I think the only way i will ever get a nice lighter, is if its super cheap, or free


----------



## Tman (Sep 12, 2010)

jswaykos said:


> Does it REALLY matter if the butane is five times filtered or whatever? If a lighter has a lifetime guarantee, and stops working possibly due to cheap butane, it'll still be replaced, right?
> 
> (I'm trying to round out an order, and the 'finishing touch' will either be a five pack of Brazilia Gols, or two cans of the Vector butane.)

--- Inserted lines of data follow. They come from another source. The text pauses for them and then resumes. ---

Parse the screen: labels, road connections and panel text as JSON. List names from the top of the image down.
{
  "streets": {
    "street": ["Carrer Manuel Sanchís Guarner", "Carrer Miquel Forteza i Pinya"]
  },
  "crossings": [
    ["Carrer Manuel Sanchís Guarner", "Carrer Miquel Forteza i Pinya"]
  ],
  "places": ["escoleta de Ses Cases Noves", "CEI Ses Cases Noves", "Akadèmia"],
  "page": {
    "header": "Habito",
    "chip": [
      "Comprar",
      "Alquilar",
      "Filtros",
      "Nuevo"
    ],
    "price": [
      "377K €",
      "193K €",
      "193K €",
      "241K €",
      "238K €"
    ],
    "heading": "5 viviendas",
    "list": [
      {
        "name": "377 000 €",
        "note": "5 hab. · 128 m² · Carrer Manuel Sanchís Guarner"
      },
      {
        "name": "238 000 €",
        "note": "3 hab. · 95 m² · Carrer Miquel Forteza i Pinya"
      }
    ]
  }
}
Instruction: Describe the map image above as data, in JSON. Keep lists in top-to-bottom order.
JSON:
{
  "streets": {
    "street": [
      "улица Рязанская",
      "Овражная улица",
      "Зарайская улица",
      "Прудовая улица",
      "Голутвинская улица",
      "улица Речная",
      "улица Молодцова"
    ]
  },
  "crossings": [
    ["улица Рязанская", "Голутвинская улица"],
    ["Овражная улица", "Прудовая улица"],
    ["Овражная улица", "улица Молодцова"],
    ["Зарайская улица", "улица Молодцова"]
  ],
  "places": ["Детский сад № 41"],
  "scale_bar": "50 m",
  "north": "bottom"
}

Yes. Not all Butane are the same. Triple refined/purified or better is my recommendation.


----------



## JGD (Mar 2, 2009)

That depends, is the extra few bucks a can worth not going through the hassle of returning your lighter every time it gets clogged (from the lower quality fuel)? I think it is.


----------



## mrmikey32 (Dec 7, 2010)

here it is!


----------



## jbrown287 (Aug 18, 2010)

I'd burn it in my roson.:bounce:


----------



## Cigary (Oct 19, 2007)

I think you're getting some solid replies. If you buy an really good lighter ( they can be had for about $25-$30 on the auctions...I got an Exodus Xikar for $25 ) and I use 5X refined fuel like Vector or Lava Butane. If you want to ensure your lighters burns without clogging issues then I suggest you use this. If you are going to buy cheaper lighters or Ronsons then burn triple refined fuel.

Not sure how any lifetime warranty lighter manufacturers can tell what kind of butane you use so I somehow doubt they are going to void a warranty unless you recharge it with something so inferior it turns into a tar like substance inside the casing.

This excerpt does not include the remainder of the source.